***** Data for this exercise

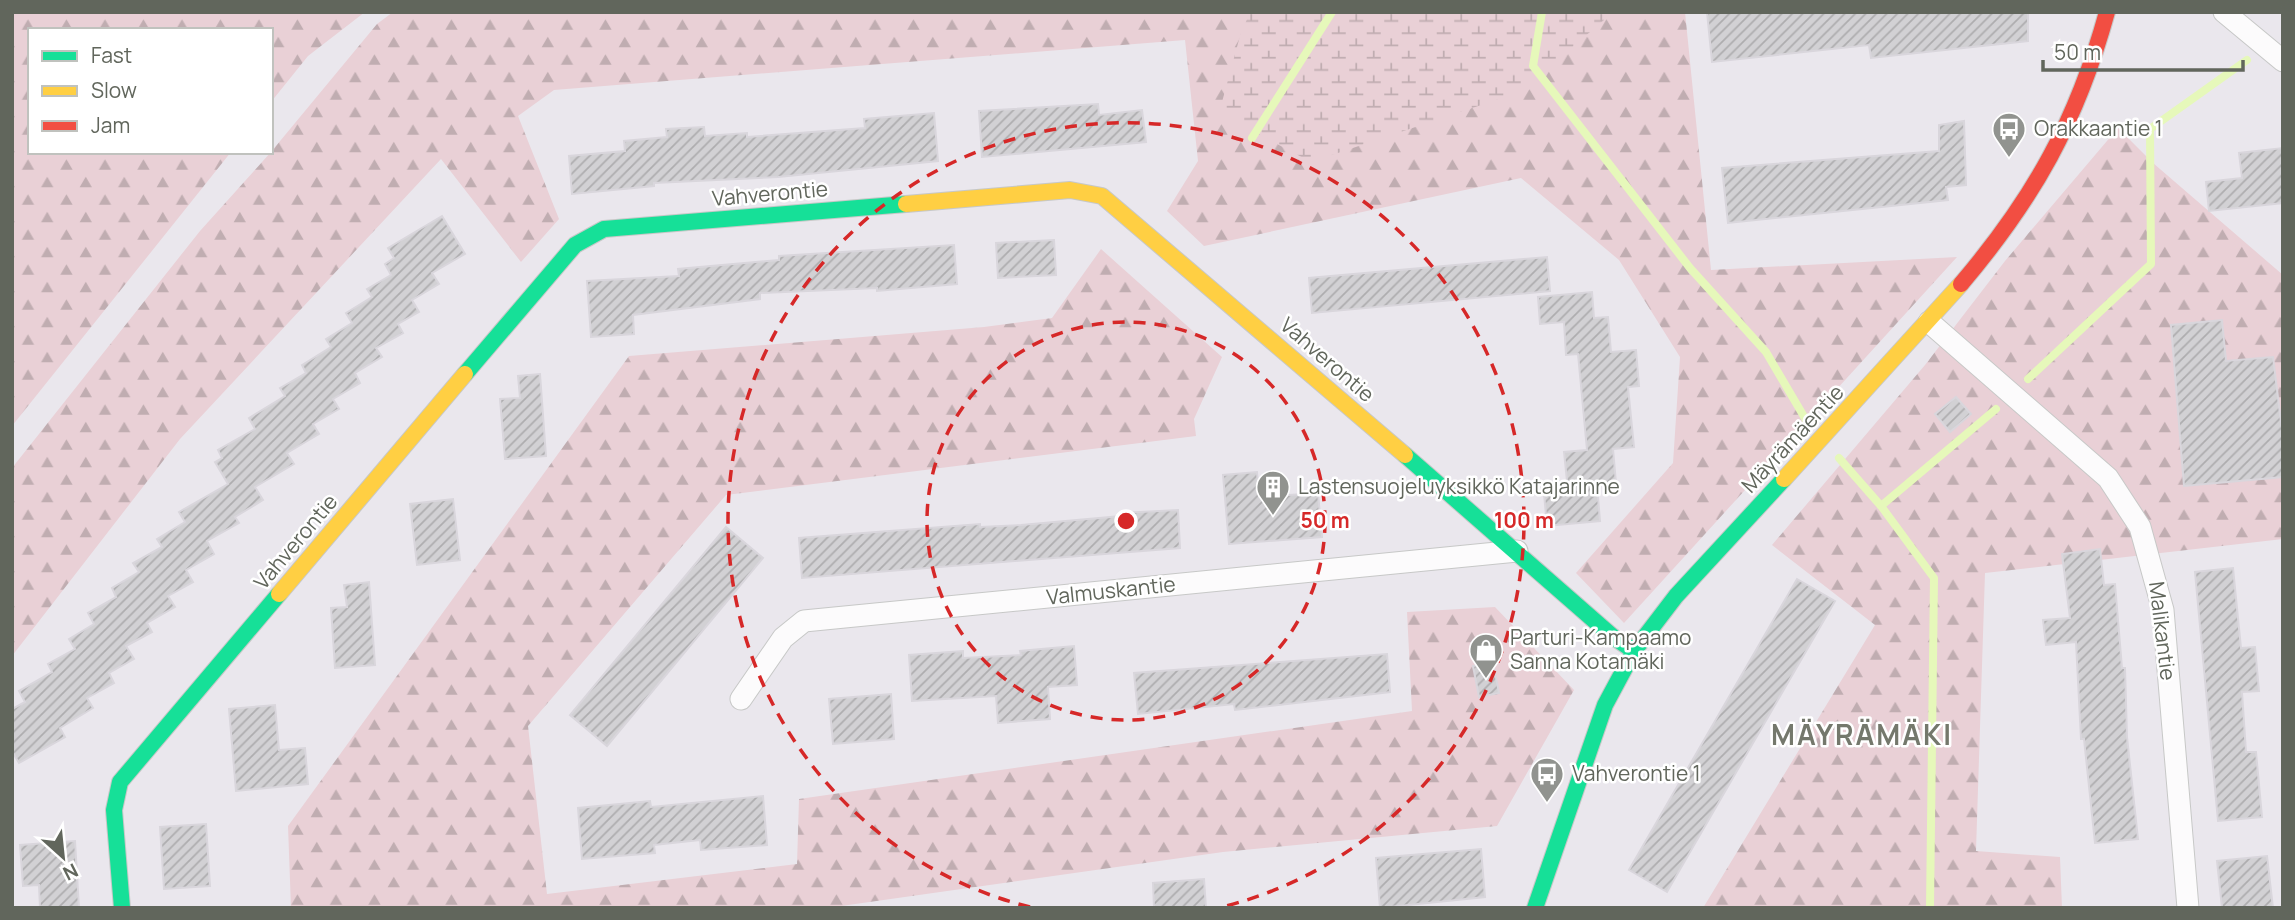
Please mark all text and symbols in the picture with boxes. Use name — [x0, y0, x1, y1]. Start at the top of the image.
legend — [28, 28, 273, 154]
scale bar — [2043, 28, 2242, 72]
text: 50 m — [2054, 38, 2101, 66]
text: Fast — [91, 41, 132, 69]
text: Slow — [91, 76, 137, 104]
bus stop icon: Orakkaantie 1 — [1990, 110, 2028, 159]
text: Jam — [91, 111, 130, 139]
place label: Orakkaantie 1 — [2034, 114, 2163, 142]
street label: Vahverontie — [711, 174, 829, 212]
street label: Vahverontie — [1275, 311, 1381, 408]
street label: Mäyrämäentie — [1735, 378, 1850, 498]
building icon: Lastensuojeluyksikkö Katajarinne — [1254, 468, 1292, 517]
place label: Lastensuojeluyksikkö Katajarinne — [1298, 472, 1620, 500]
street label: Vahverontie — [247, 488, 343, 595]
text: 50 m — [1300, 506, 1350, 534]
text: 100 m — [1494, 506, 1554, 534]
centre of rings — [1114, 509, 1138, 533]
street label: Valmuskantie — [1045, 569, 1177, 611]
street label: Malikantie — [2143, 580, 2183, 682]
place label: Parturi-Kampaamo Sanna Kotamäki — [1510, 623, 1691, 675]
shop icon: Parturi-Kampaamo Sanna Kotamäki — [1467, 631, 1505, 680]
district label: MÄYRÄMÄKI — [1771, 715, 1953, 753]
bus stop icon: Vahverontie 1 — [1528, 755, 1566, 804]
place label: Vahverontie 1 — [1572, 759, 1701, 787]
north arrow — [28, 822, 98, 892]
text: N — [59, 857, 83, 887]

**********

= What to do =
Check the entries above line by line and return each one containing the word "icon".

= Exercise output =
bus stop icon: Orakkaantie 1 — [1990, 110, 2028, 159]
building icon: Lastensuojeluyksikkö Katajarinne — [1254, 468, 1292, 517]
shop icon: Parturi-Kampaamo Sanna Kotamäki — [1467, 631, 1505, 680]
bus stop icon: Vahverontie 1 — [1528, 755, 1566, 804]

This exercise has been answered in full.